◆ TASK ITEM:
Nothing but the lines below between the line holding "position:absolute; left:32px; top:32px;" and the line holding "position:absolute; display:grid; place-items:center;", inclusive, should appear in the answer, each set down exactly.

-- Opening Marker --

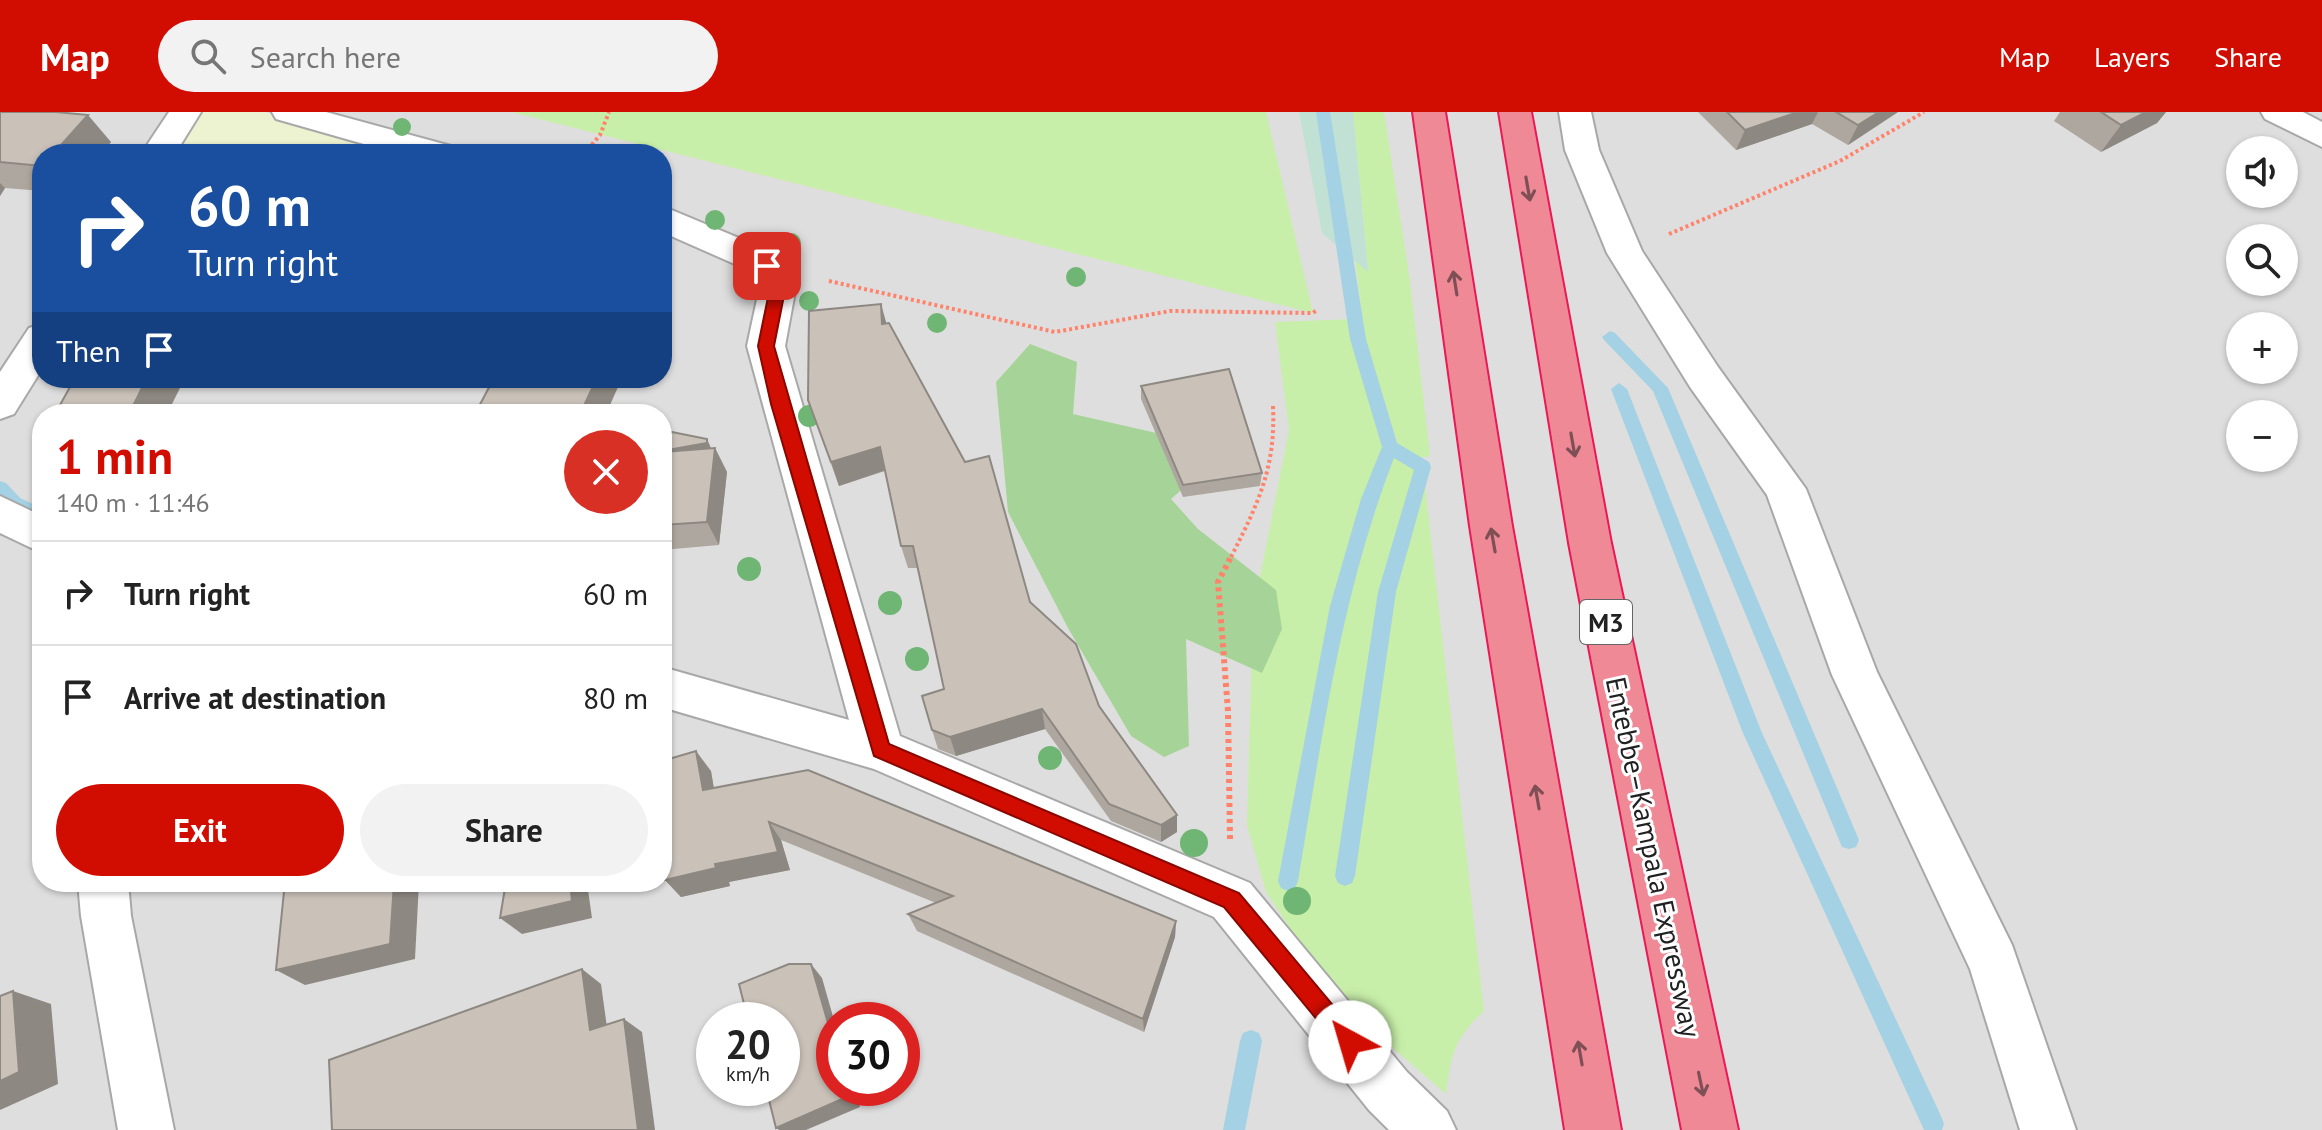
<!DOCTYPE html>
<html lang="en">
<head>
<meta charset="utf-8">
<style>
	:root { --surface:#fff; --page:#f2f2f2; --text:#222; --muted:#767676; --line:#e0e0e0; --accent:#d10c00 }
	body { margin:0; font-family:"PT Sans",sans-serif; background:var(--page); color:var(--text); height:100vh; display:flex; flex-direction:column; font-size:30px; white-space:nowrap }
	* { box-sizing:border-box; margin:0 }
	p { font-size:26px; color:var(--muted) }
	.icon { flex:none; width:44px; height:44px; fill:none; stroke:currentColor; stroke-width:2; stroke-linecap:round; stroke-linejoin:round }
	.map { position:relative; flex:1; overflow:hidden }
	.sheet { position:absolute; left:32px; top:292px; width:640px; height:488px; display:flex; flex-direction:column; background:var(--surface); border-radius:32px; box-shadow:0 2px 6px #0004 }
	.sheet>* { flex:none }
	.guide { position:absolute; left:32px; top:32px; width:640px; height:244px; border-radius:32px; box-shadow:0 2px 6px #0004; background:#1a4fa0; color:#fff; overflow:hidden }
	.controls { position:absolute; left:2226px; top:24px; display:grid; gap:16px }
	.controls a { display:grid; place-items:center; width:72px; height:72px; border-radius:50%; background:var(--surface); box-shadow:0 2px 6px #0004; font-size:40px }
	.speed { position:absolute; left:696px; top:890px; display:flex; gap:16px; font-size:40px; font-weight:700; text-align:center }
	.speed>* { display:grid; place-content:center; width:104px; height:104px; border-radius:50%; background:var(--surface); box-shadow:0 2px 6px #0004; line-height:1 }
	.speed small { font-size:20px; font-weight:400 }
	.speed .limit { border:12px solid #d22; background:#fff; color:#111 }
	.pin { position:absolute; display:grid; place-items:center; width:68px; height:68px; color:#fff; margin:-34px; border-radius:16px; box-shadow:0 4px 12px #0006 }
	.me { position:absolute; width:88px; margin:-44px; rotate:321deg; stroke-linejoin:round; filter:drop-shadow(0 0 6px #0008) }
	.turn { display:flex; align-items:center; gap:28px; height:168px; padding:0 24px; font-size:36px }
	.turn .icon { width:104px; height:104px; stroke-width:2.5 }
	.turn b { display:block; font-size:56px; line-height:68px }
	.then { display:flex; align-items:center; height:76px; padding:0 24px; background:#0003; gap:16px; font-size:30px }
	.round { display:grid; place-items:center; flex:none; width:84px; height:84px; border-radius:42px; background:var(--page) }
	.head { display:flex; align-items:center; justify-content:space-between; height:136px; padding:0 24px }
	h1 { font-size:48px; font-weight:700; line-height:60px; color:var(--accent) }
	.action { display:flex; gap:16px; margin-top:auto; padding:16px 24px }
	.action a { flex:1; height:92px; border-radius:48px; background:var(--accent); color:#fff; font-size:32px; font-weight:700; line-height:92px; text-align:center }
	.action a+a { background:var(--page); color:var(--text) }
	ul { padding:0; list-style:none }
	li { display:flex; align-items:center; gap:24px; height:104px; padding:0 24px; border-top:2px solid var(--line) }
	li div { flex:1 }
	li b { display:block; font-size:30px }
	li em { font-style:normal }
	header { display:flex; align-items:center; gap:48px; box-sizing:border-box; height:112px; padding:0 40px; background:var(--accent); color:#fff }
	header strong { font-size:38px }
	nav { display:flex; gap:44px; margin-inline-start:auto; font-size:28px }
	.search { width:560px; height:72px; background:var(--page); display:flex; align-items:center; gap:20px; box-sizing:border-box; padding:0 28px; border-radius:44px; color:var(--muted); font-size:30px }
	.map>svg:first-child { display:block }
</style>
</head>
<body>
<header>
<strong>Map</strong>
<div class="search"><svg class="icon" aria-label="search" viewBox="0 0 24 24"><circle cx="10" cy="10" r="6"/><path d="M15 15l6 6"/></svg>Search here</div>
<nav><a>Map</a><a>Layers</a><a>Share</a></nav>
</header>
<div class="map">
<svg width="2322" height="1018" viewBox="0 0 2322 1018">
	<rect width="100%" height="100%" fill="#f2efe7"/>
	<path fill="#dfdede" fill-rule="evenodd" d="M0 0H2322V1018H0ZM2240 38H2284V82H2240ZM42 42H662V266H42ZM2240 126H2284V170H2240ZM2240 214H2284V258H2240ZM42 302H662V770H42ZM2240 302H2284V346H2240ZM714 908H782V976H714ZM834 908H902V976H834Z"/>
	<polygon fill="#edf2d1" points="195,0 265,0 396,37 392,42 169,42"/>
	<g fill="#c8efa9">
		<polygon points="511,0 1266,0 1313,201"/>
		<polygon points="1353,0 1384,0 1410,169 1430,344 1419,346 1398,333 1365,227 1355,148 1368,158"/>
		<path d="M1355 207 1390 335 1423 355 1484 899C1454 927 1451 943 1446 982L1386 930 1310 847 1266 780 1247 713 1253 500 1289 318 1275 210Z"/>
	</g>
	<polygon fill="#a6d498" points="1030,232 1077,250 1073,302 1196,330 1203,359 1171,387 1198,417 1276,478 1282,517 1262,561 1186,527 1189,634 1164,645 1131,624 1068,516 1008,400 996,270"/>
	<polygon fill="#c2e1d5" points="1299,0 1353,0 1368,160 1322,121"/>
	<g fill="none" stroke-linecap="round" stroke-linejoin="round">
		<g fill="#a4d1e3" fill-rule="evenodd">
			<path d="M1316 0H1330L1366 227 1397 331 1429 350 1431 355 1396 480 1355 764 1352 771 1345 774 1338 771 1335 764 1378 480 1414 358 1394 346C1341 482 1322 626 1298 769L1295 776 1288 779 1281 776 1278 769 1330 494 1361 387 1382 335 1350 227Z"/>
			<polygon points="1610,219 1615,221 1668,276 1859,728 1856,735 1849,737 1842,735 1653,279 1605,229 1602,225"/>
			<polygon points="1619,271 1627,277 1762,621 1941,1004 1944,1012 1942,1018 1924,1018 1743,621 1611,277"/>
			<polygon points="0,369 6,371 20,386 42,396 42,411 8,396 0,387"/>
			<polygon points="1251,918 1259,921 1262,929 1245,1018 1223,1018 1240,929 1243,921"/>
		</g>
		<defs>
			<g id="minor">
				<polygon points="169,0 201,0 175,42 141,42"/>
				<polygon points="272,0 326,0 451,34 456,42 399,42 276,7"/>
				<polygon points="1559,0 1591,0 1599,38 1642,139 1718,255 1806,377 1877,560 2012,833 2076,1018 2020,1018 1970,857 1832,563 1767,383 1690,275 1607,141 1565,38"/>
				<polygon points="2261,0 2303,0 2322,10 2322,35 2265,7"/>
				<polygon points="662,94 794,149 799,158 785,234 900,624 1250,771 1407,960 1447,999 1456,1018 1389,1018 1369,998 1214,805 874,657 662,595 662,555 849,608 747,234 762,164 662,120"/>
				<polygon points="42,212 42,257 14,302 0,307 0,260 29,216"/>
				<polygon points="0,384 42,404 42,441 0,421"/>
				<polygon points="78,770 128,770 131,804 174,1018 118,1018 81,804"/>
			</g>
			<g id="motorway">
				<polygon points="1413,0 1445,0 1512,414 1621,1018 1565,1018 1470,414"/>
				<polygon points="1499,0 1531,0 1611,431 1738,1018 1682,1018 1569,431"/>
			</g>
		</defs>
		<use href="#minor" stroke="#a8a8a8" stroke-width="4"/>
		<use href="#motorway" stroke="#ea1955" stroke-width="4"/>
		<g stroke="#ff826a" stroke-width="4" stroke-dasharray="3 3" stroke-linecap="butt">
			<polyline points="584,42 600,23 609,0"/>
			<polyline points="1669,122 1840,49 1924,0"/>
			<polyline points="829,169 1055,220 1170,199 1313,201 1317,198"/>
			<path d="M1231 445C1258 392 1276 355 1273 294"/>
		</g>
		<polyline stroke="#ff826a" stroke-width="6" stroke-dasharray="4 4" stroke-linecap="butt" points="1230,727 1228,599 1218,470 1232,443"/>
		<use href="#minor" fill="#fff" fill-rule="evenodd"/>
		<use href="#motorway" fill="#ef8996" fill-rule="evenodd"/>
	</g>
	<g fill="#6fb574">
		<circle cx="402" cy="15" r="9"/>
		<circle cx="715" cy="108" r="10"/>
		<circle cx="791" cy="131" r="10"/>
		<circle cx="1076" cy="165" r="10"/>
		<circle cx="809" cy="189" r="10"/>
		<circle cx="937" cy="211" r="10"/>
		<circle cx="809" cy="304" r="11"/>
		<circle cx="749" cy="457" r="12"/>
		<circle cx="890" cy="491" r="12"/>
		<circle cx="917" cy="547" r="12"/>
		<circle cx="1050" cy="646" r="12"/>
		<circle cx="1194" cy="731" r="14"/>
		<circle cx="1297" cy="789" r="14"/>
	</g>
	<g fill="#aea79f">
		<polygon points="0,0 111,30 101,42 42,42 42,79 5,76 0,84"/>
		<polygon points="1698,0 1898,0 1848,33 1812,12 1736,38"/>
		<polygon points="2060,0 2166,0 2157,11 2101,40 2054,9"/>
		<polygon points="886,212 1030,490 1099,594 1177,720 1161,730 1111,709 1045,617 956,644 938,637 932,618 944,577 918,456 908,456 901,434 885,359 839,374 808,288"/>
		<polygon points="1141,274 1262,361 1260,374 1183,385 1141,287"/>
		<polygon points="662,318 707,327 711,336 715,336 727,360 719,433 662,438"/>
		<polygon points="662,649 711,659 714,676 1176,809 1175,825 1144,920 917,819 908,802 936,791 781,728 790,758 729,770 730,774 681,785 665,768 664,762 662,762"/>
	</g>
	<g fill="#8d8882">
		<polygon points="1798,0 1818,0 1812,12 1736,38 1745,18"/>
		<polygon points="1879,0 1898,0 1848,33 1858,13"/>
		<polygon points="2146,0 2166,0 2157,11 2101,40 2121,13"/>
		<polygon points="88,3 111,30 101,42 53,42"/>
		<polygon points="0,71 5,76 0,84"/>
		<polygon points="881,192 888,217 882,212"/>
		<polygon points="147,266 185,266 167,302 129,302"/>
		<polygon points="597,266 622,266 606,302 580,302"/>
		<polygon points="707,327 714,344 715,336 727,360 719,433 707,410 662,365 662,339"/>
		<polygon points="880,335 886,358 839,374 831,350"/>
		<polygon points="1042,597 1045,617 956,644 950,625"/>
		<polygon points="696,639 711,659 717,698 703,678"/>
		<polygon points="1177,703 1177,720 1161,730 1161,713"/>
		<polygon points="769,710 781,728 790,758 729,770 730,774 681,785 665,768 715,752"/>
		<polygon points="394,770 419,770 415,847 305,873 276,858"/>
		<polygon points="570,770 587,771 592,806 522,822 500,806"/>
		<polygon points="1176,809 1175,825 1144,920 1143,907"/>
		<polygon points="811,852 822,866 834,908 834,932"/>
		<polygon points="582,857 601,872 609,930 590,918"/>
		<polygon points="13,879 51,892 58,972 0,998 0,969"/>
		<polygon points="624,907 642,920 655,1018 638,1018"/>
		<polygon points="847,976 855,976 860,995 806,1018 779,1018 776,1016"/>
	</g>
	<g fill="#cac2b9" stroke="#8d8882" stroke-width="2">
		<polygon points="0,0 56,0 88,3 53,42 42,42 42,54 0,50"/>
		<polygon points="1727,0 1798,0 1745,18"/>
		<polygon points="1836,0 1879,0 1858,13"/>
		<polygon points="2101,0 2146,0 2121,13"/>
		<polygon points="881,192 882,212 889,211 965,350 989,344 1030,490 1076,532 1099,594 1177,703 1161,713 1109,692 1042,597 950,625 932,618 922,584 944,577 913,434 901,434 880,335 831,350 808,288 809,199"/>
		<polygon points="1229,257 1262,361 1183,373 1141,274"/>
		<polygon points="75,266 147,266 129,302 55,302"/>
		<polygon points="494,266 597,266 580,302 451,302 477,298"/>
		<polygon points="662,318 707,327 707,331 662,339"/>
		<polygon points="715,336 707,410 662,413 662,340"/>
		<polygon points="696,639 703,678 808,658 1176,809 1143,907 908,802 953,784 769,710 778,740 715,752 716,756 665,768 662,747 662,649"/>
		<polygon points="285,770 394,770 390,832 276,858"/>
		<polygon points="506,770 570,770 572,789 500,806"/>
		<polygon points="789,852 811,852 834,932 834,976 847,976 849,984 776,1016 766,976 782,976 782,908 748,908 739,872"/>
		<polygon points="582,857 590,918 624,907 638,1018 332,1018 329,948"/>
		<polygon points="13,879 19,960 0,969 0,884"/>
	</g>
	<defs><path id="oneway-shaft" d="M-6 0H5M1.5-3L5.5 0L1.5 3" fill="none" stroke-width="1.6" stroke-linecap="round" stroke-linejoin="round" transform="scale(2)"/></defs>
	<g stroke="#7e5056">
		<use href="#oneway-shaft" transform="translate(1528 77) rotate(80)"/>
		<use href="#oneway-shaft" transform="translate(1455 171) rotate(-99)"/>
		<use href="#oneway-shaft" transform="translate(1573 333) rotate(80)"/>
		<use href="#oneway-shaft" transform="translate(1493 428) rotate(-100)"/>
		<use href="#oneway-shaft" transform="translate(1537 685) rotate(-100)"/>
		<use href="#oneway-shaft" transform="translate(1580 941) rotate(-100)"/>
		<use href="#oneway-shaft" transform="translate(1701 972) rotate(78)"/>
	</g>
	<polygon fill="#d10c00" stroke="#880800" stroke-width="2" points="767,149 789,158 774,234 889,632 1239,781 1357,922 1361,930 1357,938 1350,941 1342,938 1224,795 874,644 771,292 758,234 773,161 759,154"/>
	<g text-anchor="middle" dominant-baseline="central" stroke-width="6" stroke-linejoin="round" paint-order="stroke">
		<rect fill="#fff" stroke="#646464" stroke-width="2" x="1580" y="488" width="52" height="44" rx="6"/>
		<g font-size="26" font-weight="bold" fill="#212121">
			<text x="1606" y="510">M3</text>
		</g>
		<g font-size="28" fill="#212121" stroke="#fff">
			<text transform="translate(1654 745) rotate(78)">Entebbe–Kampala Expressway</text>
		</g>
	</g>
</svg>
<div class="controls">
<a><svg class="icon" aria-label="sound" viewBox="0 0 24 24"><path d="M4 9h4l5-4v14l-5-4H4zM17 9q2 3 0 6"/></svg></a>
<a><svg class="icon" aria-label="search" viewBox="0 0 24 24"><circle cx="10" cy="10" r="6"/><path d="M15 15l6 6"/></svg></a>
<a>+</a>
<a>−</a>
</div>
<div class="speed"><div>20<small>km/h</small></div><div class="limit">30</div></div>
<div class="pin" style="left:767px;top:154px;background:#d93025"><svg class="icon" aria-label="arrive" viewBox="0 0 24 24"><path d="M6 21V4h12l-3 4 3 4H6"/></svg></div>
<svg class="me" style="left:1350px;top:930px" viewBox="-20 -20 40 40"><circle r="19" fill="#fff"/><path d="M0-13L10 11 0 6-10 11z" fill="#d10c00"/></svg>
<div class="guide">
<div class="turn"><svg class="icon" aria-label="right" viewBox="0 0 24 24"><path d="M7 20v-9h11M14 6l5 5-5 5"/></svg><div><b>60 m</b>Turn right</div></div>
<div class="then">Then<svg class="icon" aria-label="arrive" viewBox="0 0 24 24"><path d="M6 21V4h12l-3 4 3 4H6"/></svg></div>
</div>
<section class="sheet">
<div class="head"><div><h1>1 min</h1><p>140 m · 11:46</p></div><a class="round" style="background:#d93025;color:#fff"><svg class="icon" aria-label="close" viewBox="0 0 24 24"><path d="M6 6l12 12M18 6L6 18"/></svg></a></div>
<ul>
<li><svg class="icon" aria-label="right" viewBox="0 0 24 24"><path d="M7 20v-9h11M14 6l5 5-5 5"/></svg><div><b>Turn right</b></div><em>60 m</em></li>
<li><svg class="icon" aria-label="arrive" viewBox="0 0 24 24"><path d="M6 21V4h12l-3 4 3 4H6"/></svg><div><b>Arrive at destination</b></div><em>80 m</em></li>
</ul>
<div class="action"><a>Exit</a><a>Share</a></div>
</section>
</div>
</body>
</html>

-- Closing Marker --

◆ RESULT OF THIS TASK:
	.guide { position:absolute; left:32px; top:32px; width:640px; height:244px; border-radius:32px; box-shadow:0 2px 6px #0004; background:#1a4fa0; color:#fff; overflow:hidden }
	.controls { position:absolute; left:2226px; top:24px; display:grid; gap:16px }
	.controls a { display:grid; place-items:center; width:72px; height:72px; border-radius:50%; background:var(--surface); box-shadow:0 2px 6px #0004; font-size:40px }
	.speed { position:absolute; left:696px; top:890px; display:flex; gap:16px; font-size:40px; font-weight:700; text-align:center }
	.speed>* { display:grid; place-content:center; width:104px; height:104px; border-radius:50%; background:var(--surface); box-shadow:0 2px 6px #0004; line-height:1 }
	.speed small { font-size:20px; font-weight:400 }
	.speed .limit { border:12px solid #d22; background:#fff; color:#111 }
	.pin { position:absolute; display:grid; place-items:center; width:68px; height:68px; color:#fff; margin:-34px; border-radius:16px; box-shadow:0 4px 12px #0006 }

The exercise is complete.